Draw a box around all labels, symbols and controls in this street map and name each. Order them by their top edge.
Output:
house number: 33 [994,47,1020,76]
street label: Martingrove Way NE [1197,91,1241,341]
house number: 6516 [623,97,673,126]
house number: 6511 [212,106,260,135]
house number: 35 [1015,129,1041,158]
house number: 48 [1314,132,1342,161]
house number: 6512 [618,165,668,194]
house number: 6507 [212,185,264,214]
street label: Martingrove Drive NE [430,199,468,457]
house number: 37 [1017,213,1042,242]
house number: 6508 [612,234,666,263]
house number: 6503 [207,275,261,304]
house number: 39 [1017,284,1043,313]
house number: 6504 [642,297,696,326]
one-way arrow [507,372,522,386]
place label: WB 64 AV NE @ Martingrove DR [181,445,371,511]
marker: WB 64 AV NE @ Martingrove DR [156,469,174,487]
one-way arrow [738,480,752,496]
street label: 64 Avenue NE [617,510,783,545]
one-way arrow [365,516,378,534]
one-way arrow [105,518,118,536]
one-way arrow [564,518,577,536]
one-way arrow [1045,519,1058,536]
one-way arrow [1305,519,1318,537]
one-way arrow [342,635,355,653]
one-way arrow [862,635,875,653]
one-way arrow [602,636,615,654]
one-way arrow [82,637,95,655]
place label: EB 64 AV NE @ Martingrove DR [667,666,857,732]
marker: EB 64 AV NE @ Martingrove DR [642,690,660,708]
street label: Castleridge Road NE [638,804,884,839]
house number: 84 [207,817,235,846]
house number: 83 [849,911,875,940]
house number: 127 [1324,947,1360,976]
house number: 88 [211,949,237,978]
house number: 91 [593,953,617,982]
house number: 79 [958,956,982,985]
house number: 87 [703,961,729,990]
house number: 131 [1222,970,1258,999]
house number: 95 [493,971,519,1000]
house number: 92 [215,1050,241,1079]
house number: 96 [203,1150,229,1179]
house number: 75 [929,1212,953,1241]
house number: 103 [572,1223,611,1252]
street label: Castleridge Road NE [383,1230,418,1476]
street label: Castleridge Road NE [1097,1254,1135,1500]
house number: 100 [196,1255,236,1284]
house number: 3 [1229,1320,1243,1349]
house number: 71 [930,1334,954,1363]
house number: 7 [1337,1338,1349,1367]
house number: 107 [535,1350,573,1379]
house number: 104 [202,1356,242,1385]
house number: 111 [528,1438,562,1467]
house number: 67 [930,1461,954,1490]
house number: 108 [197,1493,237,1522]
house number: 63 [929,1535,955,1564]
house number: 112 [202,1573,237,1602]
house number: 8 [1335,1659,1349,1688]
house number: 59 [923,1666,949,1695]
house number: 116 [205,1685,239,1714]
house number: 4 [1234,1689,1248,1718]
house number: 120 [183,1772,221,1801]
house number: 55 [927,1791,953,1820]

---

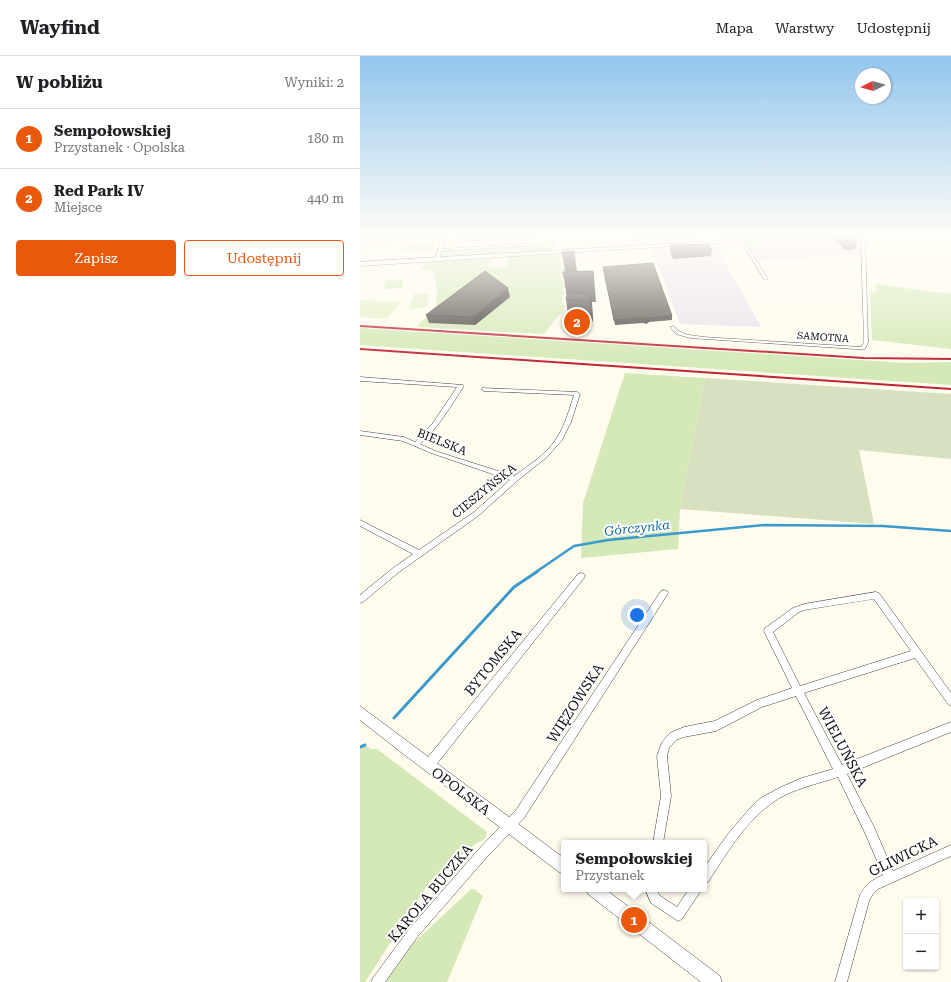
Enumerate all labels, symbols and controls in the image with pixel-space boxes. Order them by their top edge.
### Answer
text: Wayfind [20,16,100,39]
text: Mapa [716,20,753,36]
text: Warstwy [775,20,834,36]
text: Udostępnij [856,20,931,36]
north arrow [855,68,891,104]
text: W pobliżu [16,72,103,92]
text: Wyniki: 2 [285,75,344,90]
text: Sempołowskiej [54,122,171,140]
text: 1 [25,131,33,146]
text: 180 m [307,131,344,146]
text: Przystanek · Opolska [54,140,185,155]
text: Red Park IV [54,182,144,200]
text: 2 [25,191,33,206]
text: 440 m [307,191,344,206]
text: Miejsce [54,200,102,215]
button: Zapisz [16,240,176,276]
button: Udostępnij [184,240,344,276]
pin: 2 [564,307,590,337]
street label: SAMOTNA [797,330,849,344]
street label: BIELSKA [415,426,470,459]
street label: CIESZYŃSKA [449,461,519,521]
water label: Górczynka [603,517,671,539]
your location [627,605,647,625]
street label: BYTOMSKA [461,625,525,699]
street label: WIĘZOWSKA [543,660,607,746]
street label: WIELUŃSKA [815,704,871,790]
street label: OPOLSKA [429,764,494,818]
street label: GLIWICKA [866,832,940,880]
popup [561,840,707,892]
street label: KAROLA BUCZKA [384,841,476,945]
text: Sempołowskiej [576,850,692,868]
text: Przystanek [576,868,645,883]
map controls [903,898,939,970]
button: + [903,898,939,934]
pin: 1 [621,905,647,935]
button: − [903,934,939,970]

* Directions:
Scan the records above for the string "labels", then copy each line where it turns up.

* Solution for this problem:
Draw a box around all labels, symbols and controls in this street map and name each. Order them by their top edge.
Enumerate all labels, symbols and controls in the image with pixel-space boxes. Order them by their top edge.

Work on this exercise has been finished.